StreamData: data generation and property testing for Elixir

whatyouhide · August 11, 2017, 3:00pm

Hello folks,

I am super excited to finally share what I’ve been working on in the last few months: StreamData, an Elixir library for data generation and property testing. StreamData is a candidate to be included in Elixir itself but we wanted to start off with a library to first give people the chance to give it a try and to get the interface right (we did something similar with GenStage, which ended up remaining outside of Elixir core).

StreamData is still in its infancy but it’s ready to be tested by a wider audience (let’s say it’s exiting alpha and entering beta), so I invite the Elixir community to give it a try. Open issues, send PRs, and spread the word!

Andrea

Edit - I just published a blog post that talks about the inner workings of this library for those of you who might be interested:

tmbb · August 12, 2017, 3:15pm

This seems interesting, but on a cursory reading of the docs, there is something I don’t understand. What’s the real advantage of this library over other libraries we already have for both Erlang and Elixir? At a first glance it doesn’t seem to bring anything new. Maybe there are improvements under the hood, like better shrinking, or maybe it’s more convenient because it has better generators. Or maybe it makes it easier for users to create their own generators or shrinking strategies. I can’t find any documentation on these topics as of now, but I assume that must be possible right? Working with a predetermined set of generators, even if a language with as few types as Elixir, seems very restrictive.

I think these points I’ve raised should be addressed in the documentation:

Why should I care about StreamData instead of other options?
How do I write my own custom generators?
Are the generated values completely random, or do we have any guarantees? For example, when I test my code on a random list, I’d like to always test it on the empty list.

tmbb · August 12, 2017, 3:24pm

You seem to have written type-specific generators which can be composed. This is probably the most common approach in property testing, but I’d like to point to a Python library which does things differently. Please note that maybe I’m misrepresenting the way your library works - maybe the LazyTree module takes the palce of the random bytes in my explanation below…

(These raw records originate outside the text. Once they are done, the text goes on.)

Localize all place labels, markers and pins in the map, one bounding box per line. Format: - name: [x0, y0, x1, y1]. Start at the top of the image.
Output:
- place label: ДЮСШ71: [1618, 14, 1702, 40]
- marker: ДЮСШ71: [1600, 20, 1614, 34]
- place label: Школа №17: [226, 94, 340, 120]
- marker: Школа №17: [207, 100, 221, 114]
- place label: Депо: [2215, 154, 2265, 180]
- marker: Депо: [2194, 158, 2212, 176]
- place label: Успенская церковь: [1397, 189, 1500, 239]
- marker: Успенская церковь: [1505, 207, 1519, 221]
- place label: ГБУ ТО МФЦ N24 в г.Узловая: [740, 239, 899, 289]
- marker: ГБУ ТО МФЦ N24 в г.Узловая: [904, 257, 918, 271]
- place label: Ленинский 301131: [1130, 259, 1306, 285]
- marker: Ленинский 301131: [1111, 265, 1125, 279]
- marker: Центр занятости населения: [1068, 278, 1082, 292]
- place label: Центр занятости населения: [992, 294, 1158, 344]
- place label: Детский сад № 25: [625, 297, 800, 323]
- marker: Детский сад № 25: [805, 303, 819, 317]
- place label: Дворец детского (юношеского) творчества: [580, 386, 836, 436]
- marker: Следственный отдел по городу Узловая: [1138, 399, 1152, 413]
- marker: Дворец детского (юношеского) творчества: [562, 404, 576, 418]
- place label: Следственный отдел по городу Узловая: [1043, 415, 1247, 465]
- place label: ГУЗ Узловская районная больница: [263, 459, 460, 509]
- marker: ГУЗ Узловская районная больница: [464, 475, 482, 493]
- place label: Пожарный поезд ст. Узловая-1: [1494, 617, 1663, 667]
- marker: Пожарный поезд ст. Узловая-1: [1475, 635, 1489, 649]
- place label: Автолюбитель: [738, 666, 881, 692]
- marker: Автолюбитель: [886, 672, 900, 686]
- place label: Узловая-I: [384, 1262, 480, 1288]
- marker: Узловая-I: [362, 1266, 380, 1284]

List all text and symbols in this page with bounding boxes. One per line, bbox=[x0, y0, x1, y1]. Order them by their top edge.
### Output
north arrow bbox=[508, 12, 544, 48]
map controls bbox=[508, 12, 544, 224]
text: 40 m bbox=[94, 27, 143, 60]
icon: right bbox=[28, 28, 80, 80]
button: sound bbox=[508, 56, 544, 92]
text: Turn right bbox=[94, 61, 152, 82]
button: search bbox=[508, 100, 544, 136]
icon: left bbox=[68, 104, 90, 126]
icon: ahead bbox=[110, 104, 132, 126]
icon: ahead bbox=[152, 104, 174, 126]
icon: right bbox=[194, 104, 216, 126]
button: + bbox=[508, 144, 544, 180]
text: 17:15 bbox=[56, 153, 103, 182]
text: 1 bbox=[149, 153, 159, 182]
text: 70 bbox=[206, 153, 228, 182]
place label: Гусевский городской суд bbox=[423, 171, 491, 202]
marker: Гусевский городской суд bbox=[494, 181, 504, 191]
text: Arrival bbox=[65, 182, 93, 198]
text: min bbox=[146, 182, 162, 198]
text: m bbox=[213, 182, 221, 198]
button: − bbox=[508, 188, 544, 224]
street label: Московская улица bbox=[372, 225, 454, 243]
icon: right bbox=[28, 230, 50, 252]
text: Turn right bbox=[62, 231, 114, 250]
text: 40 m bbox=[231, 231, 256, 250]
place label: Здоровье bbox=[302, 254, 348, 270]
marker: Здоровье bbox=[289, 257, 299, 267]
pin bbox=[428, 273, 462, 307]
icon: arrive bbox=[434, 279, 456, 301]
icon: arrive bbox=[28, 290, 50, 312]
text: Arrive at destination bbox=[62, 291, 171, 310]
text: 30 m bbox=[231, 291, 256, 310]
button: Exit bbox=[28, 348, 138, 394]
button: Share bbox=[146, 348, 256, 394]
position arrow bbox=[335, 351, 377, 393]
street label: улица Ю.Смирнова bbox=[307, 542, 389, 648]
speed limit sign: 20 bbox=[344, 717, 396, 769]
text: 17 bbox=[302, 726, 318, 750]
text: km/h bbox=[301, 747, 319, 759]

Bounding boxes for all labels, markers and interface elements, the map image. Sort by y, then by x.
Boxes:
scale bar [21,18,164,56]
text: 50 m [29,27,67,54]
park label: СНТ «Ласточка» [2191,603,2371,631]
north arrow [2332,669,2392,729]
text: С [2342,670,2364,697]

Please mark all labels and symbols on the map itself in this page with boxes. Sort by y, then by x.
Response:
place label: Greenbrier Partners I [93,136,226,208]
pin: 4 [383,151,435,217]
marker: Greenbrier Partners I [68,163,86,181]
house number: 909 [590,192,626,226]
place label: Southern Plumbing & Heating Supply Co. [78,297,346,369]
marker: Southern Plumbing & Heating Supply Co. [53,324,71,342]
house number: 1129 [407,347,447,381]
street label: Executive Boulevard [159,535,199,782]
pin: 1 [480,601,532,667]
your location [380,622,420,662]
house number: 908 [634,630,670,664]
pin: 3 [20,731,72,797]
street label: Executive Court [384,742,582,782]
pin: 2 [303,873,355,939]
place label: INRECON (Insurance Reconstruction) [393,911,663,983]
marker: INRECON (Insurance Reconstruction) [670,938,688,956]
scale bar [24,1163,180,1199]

In Hypothesis, Instead of writing custom generators for each type (they call this approach “type-based shrinking”), they generate a stream of random bytes, and write generators to turn the random bytes into useful types. Instead of shrinking the generated data structure, they shrink the byte stream (first by deleting bytes, then by trying to decrease the number of bytes). The generators are written in such a way that most of the time shrinking the byte stream also shrinks the generated value. This decouples the shrinking and generating parts of the code. It also makes it very easy for users to write their own custom generators, which will shrink automatically and do the right thing most of the time. It’s also very elegant.

Additionally, this has the advantage that all values can be serialized (just store the random bytes and rebuild the value from the byte sequence). This allows hypothesis to save failing examples in a database and test them again in the next round.

In his blog, the author claims that this approach is superior to type-based shrinking (something I’m mostly convinced it’s true, but don’ have any data do back my intuition). This post tries to explain some of the differences: http://hypothesis.works/articles/how-hypothesis-works/

The core of Hypothesis seems to be more complex than the “core” of StreamData, but Hypothesis seems to be smarter with shrinking. It’s still quite simple, though, and I’ve been working on and off trying to port it to Elixir. For example, you write: https://hexdocs.pm/stream_data/StreamData.html#binary/0-shrinking. I don’t know if this is a purposeful design decision or a technical limitation of the way you’ve written StreamData, but in Hypothesis, a smart bytestring generator could very easily shrink both the length AND the bytes (which I think would be the correct API).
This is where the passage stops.